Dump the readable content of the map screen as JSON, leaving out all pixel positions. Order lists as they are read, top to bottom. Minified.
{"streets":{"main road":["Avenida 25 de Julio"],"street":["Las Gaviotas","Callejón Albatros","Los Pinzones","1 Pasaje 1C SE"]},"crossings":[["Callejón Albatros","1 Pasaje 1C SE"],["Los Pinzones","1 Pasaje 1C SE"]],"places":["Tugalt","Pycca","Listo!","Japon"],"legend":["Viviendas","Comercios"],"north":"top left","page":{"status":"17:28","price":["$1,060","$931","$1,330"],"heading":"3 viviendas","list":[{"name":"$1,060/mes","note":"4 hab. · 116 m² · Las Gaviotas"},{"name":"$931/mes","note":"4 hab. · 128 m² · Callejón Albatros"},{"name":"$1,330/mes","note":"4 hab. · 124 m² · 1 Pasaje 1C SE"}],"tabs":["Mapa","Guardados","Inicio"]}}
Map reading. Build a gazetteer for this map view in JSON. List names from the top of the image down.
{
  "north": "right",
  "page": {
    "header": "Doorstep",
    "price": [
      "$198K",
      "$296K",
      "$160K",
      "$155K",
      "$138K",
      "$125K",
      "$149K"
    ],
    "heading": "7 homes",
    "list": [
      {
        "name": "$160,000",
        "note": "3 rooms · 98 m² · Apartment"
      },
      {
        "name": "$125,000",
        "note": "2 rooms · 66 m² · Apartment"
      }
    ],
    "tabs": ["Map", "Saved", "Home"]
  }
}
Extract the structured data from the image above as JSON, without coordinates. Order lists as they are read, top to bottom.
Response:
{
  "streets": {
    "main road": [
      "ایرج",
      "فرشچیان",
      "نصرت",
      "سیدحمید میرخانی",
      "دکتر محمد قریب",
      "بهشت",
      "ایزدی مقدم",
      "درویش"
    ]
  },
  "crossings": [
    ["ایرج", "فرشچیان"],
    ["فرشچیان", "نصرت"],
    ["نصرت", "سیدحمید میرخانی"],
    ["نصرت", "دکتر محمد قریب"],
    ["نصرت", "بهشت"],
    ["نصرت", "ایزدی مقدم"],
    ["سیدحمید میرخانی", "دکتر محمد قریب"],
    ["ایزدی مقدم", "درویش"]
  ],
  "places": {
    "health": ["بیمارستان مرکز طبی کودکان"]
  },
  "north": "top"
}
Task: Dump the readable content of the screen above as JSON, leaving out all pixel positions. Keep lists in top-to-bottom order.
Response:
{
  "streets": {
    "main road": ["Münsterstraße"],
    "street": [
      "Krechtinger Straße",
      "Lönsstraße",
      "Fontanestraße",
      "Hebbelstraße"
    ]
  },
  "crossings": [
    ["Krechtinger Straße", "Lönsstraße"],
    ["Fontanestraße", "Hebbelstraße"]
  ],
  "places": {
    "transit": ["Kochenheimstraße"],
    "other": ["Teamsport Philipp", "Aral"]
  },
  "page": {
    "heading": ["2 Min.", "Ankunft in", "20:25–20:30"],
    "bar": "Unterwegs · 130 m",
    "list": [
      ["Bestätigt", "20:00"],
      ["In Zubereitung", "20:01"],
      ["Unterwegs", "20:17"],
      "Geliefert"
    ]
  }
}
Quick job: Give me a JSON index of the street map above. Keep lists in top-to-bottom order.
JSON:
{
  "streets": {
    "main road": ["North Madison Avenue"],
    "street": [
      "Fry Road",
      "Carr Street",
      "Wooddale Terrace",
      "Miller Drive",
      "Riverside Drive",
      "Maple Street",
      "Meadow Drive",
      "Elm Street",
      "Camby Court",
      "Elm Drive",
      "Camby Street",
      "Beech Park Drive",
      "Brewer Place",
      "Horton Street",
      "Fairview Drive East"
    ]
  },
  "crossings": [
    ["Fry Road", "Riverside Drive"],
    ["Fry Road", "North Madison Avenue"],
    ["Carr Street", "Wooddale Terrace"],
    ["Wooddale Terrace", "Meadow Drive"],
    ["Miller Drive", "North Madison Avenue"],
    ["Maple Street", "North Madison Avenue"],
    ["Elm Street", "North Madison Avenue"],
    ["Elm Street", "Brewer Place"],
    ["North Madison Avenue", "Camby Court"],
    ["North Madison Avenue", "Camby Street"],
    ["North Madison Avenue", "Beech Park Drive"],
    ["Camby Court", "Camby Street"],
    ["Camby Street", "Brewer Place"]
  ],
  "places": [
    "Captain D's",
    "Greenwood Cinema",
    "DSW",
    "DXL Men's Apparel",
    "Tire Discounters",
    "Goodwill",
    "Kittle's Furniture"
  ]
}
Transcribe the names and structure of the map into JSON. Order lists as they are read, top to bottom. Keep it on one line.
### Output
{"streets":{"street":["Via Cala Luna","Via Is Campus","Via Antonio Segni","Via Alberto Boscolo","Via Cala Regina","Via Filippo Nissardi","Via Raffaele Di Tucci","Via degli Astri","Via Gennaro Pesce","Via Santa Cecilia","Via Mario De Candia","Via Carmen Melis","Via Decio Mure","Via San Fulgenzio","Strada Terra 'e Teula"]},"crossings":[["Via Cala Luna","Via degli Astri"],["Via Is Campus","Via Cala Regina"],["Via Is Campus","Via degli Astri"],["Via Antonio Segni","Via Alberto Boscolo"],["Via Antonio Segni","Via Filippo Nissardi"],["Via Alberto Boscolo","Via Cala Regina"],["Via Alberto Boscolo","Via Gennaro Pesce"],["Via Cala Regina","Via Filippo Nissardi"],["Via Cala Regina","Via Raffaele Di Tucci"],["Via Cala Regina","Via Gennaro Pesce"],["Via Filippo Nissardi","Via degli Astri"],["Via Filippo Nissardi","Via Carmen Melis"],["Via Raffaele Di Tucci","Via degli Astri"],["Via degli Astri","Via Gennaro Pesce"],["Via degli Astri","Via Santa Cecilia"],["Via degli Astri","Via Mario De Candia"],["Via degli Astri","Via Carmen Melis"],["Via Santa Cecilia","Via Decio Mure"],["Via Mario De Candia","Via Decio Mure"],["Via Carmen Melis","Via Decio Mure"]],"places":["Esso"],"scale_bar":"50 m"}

• Aim of the task
Search the listing above for the word "Keep", and copy every line that has it.

• Completed task
Task: Dump the readable content of the screen above as JSON, leaving out all pixel positions. Keep lists in top-to-bottom order.
Quick job: Give me a JSON index of the street map above. Keep lists in top-to-bottom order.
Transcribe the names and structure of the map into JSON. Order lists as they are read, top to bottom. Keep it on one line.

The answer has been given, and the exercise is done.